If you want to sell the idea of a coat tell him that the coat will prevent that wet doggy smell in the car/house.


----------



## Rufini (Sep 9, 2011)

Aw I'm loving the fashionable doggies 
We were thinking of getting Vincent a coat, although he LOVES to be wet x_x


----------



## strof51 (Sep 26, 2009)

Said I would never walk a dog in a coat, not macho enough. Now I walk two, why should I be dry and warm and not the dogs. But be prepared to wash then regular because, just because they have coats on it doesn't stop them jumping in MUD.


----------



## ali-s.j. (Jun 6, 2011)

Ciara had Izzy dressed up in a pink parka, with fur hood just now at PaH. She did look cute .....


----------



## caradunne (Nov 29, 2010)

Izzy has a coat like Millie's, which she wears in pouring rain. She also has an equafleece which is superb for the winter as it covers more of the body, is very flexible and is waterproof and stops most of her undercarriage getting muddy or salty in the snow.

Izzy in her equafleece:


----------



## M&M's mummy (Jul 12, 2011)

awwwwww Izzy looks smashing in that


----------



## Kirsty (Sep 9, 2011)

Thanks everyone for pointing me in the right direct. Sorry Izzy but the fleece is not going to happen ..... I could never get Derek to take Cara for a walk in one of those .... You do look cute though!

K xx


----------



## 2ndhandgal (Aug 29, 2011)

Molly has a coat which came from Pets at Home - they do red and black or slightly less noticeable grey and black. We only called in for a look and I tried the coats on and thought the smallest size was a perfect fit for her.


----------



## Emma (Apr 29, 2011)

I got maggie a Danish designs coat from pet365 in black. She seems to take ages to dry off after a walk in the rain which is why I got it bit I also like the fact that it has reflective stitching, with maggie being black I worry about her bot being seen when the dark nights come in. Emma x


----------



## Dylansmum (Oct 29, 2010)

Before I can get Dylan a coat, I have to work out how to keep him out of the river. I don't think a saturated coat will be a benefit


----------



## M&M's mummy (Jul 12, 2011)

Dylansmum said:


> Before I can get Dylan a coat, I have to work out how to keep him out of the river. I don't think a saturated coat will be a benefit


He needs a wet suit and goggles then


----------



## ali-s.j. (Jun 6, 2011)

Dylansmum said:


> Before I can get Dylan a coat, I have to work out how to keep him out of the river. I don't think a saturated coat will be a benefit


This was my answer to Ciara's request for the pink fur-hooded parka today


----------



## Dylansmum (Oct 29, 2010)

M&M's mummy said:


> He needs a wet suit and goggles then


Great idea


----------



## kendal (Jul 16, 2009)

i love my girls equifleece and requisit coats, i also use pawz rubber boots for my girls as it stops the snow getting inbetween their pads. 

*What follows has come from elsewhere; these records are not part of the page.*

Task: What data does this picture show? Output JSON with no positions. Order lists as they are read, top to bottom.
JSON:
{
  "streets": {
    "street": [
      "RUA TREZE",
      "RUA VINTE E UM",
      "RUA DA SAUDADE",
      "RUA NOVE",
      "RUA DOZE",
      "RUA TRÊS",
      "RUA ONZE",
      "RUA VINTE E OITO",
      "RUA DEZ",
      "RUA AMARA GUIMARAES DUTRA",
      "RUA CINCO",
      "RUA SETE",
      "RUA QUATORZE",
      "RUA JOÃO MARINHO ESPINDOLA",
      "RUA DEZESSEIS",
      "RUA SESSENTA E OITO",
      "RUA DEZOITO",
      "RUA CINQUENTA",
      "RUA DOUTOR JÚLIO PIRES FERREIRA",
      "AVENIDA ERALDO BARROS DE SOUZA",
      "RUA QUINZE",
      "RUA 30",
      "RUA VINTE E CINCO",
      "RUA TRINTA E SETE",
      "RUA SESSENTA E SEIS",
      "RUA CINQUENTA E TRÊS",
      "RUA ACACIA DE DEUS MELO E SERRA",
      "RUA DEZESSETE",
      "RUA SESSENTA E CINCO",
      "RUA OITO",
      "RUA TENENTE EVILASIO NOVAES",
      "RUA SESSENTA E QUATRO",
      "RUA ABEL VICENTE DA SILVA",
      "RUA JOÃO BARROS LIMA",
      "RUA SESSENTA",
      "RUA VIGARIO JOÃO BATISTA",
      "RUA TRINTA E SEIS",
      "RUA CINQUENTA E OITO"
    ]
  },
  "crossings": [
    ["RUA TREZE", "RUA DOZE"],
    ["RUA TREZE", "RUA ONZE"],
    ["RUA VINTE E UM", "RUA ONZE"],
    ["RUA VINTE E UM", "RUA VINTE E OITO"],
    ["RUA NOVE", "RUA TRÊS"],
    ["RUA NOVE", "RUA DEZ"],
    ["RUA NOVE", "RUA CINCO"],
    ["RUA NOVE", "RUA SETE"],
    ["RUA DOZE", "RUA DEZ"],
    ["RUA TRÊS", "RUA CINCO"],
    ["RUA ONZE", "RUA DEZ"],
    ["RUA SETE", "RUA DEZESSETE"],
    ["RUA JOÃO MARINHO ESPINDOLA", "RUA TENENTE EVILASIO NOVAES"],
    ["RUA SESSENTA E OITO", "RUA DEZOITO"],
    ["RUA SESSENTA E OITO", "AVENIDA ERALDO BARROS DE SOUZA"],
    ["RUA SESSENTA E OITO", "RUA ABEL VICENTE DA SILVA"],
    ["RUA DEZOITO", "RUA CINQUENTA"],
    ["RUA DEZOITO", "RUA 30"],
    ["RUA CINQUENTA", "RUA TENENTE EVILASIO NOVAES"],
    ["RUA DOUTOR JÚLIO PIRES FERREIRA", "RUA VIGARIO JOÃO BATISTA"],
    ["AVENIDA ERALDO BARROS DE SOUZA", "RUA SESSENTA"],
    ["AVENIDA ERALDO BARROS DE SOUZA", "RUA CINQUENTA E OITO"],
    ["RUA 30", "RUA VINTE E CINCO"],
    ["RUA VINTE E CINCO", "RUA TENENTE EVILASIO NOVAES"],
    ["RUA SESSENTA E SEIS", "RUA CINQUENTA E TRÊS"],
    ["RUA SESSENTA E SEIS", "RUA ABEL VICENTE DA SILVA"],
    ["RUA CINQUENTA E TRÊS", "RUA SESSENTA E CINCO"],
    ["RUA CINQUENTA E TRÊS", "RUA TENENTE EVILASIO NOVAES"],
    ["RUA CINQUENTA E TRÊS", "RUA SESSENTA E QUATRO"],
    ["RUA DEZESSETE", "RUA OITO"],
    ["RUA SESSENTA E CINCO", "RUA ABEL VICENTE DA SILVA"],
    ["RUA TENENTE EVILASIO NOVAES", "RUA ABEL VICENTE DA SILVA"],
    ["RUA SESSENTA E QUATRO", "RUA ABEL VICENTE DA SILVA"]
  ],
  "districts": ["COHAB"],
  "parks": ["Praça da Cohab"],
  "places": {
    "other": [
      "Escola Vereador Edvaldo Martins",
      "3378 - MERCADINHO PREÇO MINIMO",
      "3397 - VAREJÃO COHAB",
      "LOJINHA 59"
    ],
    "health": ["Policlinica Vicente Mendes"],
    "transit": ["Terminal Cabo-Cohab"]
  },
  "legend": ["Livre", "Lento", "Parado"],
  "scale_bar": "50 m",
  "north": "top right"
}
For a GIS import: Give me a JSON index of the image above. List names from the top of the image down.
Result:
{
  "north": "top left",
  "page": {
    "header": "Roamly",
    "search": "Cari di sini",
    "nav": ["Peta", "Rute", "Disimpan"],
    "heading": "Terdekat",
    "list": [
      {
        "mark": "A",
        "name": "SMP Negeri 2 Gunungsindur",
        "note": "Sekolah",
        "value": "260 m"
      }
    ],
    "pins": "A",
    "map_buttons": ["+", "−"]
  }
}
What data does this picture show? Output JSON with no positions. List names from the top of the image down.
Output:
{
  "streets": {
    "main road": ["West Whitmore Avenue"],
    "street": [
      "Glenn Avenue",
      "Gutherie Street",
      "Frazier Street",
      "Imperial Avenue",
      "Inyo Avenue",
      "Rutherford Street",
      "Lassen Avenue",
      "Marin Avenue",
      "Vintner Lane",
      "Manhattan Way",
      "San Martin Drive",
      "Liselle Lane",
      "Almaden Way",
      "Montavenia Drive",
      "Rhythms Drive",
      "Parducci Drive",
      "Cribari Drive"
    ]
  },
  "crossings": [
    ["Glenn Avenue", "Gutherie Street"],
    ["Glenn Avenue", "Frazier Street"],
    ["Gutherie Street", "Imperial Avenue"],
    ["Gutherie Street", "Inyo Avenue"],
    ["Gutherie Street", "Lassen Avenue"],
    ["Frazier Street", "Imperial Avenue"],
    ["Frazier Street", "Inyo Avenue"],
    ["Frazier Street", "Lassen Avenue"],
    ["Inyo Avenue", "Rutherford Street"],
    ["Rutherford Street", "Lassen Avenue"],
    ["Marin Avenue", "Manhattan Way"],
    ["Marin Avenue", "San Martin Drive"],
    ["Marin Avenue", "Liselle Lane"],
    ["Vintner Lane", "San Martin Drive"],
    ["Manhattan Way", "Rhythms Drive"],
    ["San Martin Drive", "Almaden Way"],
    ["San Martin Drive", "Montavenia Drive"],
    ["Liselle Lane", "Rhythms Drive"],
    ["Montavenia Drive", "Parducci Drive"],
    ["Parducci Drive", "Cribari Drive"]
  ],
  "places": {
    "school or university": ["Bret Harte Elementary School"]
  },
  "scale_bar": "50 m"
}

they can also move realy well in them too

http://youtu.be/BcCyDIZBYHI





































this was my girls in the snow last year, what is on their gegs is normaly also on their paws and they cant walk, but with the boots they can walk fine. 















[/QUOTE]


----------



## Jedicrazy (Apr 26, 2011)

caradunne said:


> Izzy has a coat like Millie's, which she wears in pouring rain. She also has an equafleece which is superb for the winter as it covers more of the body, is very flexible and is waterproof and stops most of her undercarriage getting muddy or salty in the snow.
> 
> Izzy in her equafleece:


Aw love little Izzy in her coat. Think I might have to get one of those as well!


----------



## summer (Jun 10, 2011)

Just bought equafleece jumper to stop Hatti getting so wet and muddy on her under body.She likes it better than other coat as it does not have velcro,what she did not like noise when being taken off.


----------



## sharplesfamily (Apr 28, 2011)

We have Izzy's dog suit for Luna! She looks scummy in it & loves wearing it so I can only assume it's because she knows it keeps her warm & dry. Today it was sunny but very cold & wet but after the walk only her head, tail & feet were wet - the rest was soft and dry. We love it!! Worth every penny. 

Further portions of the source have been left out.